Opinião
Mudanças macroeconômicas no Ocidente pós-restrição de fornecimento de gás russo
Teoria econômica antecipa fenômeno que tende a ocorrer com cada vez maior velocidade com a adaptação das economias da Europa à redução e, eventualmente, interrupção das exportações russas
A Ciência Econômica, moldada por eventos históricos, é fundamental ao nos permitir observar como a teoria reage a circunstâncias político-econômicas que, no tempo, servem de insumo de pesquisa para, por vezes, a própria ciência antecipar o desenrolar dos movimentos econômicos.
Desde a eclosão da guerra entre Rússia e Ucrânia a questão do fornecimento de gás e petróleo russos para a Europa esteve na pauta dos principais debates macroeconômicos. É sabida a importância da energia russa para a indústria europeia, sobretudo a alemã, cujo 1/3 das importações de petróleo russo vão diretamente para as refinarias.
Algum precedente histórico pode servir como prelúdio desta exposição. Em 2019 uma contaminação do oleoduto de Druzhba que transportava óleo da região do Tartaristão, Rússia, para Polônia, Alemanha, Eslováquia, República Tcheca e Hungria forçou o desligamento dos dutos, pois havia risco de danificação de equipamentos de processamento. As refinarias alemãs substituíram o óleo do oleoduto pela importação de óleo de navio, da Rússia, mas ainda assim tiveram que se adaptar operando abaixo da capacidade instalada.

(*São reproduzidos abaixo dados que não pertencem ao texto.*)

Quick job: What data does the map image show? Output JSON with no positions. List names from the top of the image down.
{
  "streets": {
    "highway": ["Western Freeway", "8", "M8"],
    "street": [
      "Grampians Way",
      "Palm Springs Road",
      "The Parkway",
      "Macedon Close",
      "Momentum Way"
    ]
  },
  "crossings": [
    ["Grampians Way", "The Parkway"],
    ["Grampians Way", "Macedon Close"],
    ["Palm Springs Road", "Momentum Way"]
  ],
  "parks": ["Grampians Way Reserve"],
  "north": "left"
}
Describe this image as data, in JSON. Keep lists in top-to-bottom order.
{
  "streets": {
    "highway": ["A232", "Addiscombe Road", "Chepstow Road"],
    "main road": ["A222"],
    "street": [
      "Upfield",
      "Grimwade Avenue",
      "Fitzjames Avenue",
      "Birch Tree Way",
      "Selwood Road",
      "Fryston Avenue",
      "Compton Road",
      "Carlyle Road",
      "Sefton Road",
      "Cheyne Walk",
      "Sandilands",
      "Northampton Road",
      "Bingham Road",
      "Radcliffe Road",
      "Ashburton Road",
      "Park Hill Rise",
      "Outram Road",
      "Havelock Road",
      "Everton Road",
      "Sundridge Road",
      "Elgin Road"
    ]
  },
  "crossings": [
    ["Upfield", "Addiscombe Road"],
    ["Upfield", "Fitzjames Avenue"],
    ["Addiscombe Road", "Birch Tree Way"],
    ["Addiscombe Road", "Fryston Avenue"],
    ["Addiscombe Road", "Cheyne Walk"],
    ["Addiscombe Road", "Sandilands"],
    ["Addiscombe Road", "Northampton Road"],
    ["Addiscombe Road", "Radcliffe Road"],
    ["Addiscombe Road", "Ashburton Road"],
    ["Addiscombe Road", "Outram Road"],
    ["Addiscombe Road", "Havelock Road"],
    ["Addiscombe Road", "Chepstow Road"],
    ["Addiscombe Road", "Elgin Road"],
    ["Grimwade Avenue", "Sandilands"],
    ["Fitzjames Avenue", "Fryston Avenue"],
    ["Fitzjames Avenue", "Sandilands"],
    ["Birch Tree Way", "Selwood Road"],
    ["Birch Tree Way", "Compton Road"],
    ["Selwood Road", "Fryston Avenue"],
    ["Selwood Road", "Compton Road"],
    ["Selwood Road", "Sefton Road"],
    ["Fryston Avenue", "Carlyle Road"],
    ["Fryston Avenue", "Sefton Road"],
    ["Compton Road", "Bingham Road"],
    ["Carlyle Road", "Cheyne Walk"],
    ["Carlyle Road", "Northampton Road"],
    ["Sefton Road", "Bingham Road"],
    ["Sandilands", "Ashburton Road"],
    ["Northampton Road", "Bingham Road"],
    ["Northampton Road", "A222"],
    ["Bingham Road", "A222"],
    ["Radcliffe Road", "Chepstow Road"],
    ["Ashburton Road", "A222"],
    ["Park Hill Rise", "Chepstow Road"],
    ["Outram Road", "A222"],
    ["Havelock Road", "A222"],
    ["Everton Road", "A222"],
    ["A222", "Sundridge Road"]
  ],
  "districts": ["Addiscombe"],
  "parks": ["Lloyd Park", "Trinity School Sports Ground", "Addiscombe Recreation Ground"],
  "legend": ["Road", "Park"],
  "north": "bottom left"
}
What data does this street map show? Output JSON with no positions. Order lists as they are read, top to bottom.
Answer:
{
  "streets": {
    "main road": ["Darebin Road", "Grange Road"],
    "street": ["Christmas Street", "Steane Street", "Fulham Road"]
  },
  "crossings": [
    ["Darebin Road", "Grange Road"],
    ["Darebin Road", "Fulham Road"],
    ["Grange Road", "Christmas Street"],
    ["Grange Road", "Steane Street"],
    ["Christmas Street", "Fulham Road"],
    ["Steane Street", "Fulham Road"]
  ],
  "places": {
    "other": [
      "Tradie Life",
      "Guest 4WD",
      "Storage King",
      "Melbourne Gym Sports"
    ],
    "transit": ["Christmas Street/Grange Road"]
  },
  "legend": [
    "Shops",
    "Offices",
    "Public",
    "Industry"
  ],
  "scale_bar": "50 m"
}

Desta vez, a alternativa não são navios nem nenhum tipo de óleo russo, mas o gás russo é vital para a sofisticada indústria química alemã. Uma das alternativas vem sendo a substituição de plásticos, o que enseja uma transição ambiental ainda que forçada com a redução do uso do plástico descartável.
Na esteira desse debate, Benjamin Moll, um dos principais macroeconomistas do mundo e referência na introdução da análise segmentada de diversos grupos de consumidores, revisou o programa de seu curso de macroeconomia no Departamento de Economia da London School of Economics and Political Science e no item 3 de seu curso há o tema “Ocidente sem gás russo”. No espaço usualmente dedicado aos modelos de oferta e demanda agregadas que usam como estudo de caso os choques do petróleo dos anos 1970, Moll aperfeiçoa a análise incluindo o choque de petróleo do pós-2021.
Se nas análises consagradas dos manuais de macroeconomia havia a análise dos efeitos de inflação e estagnação dos choques, agora há, além desses estudos, as potenciais mudanças estruturais das economias sujeitas à nova restrição de acesso ao gás russo.
Nessa linha, Rüdiger Bachmann et al (“What if? The Economic Effects for Germany of a Stop of Energy Imports from Russia”, 2022) avaliam os efeitos da restrição de energia russa para a Alemanha, descartando a tese da engenharia e adotando a tese econômica. Pela ideia convencional da engenharia, a substituibilidade do gás russo é próxima de zero, pois nenhum processo de substituição a nível microeconômico é possível e assim um choque de redução de importação do insumo gera redução proporcional no PIB do país.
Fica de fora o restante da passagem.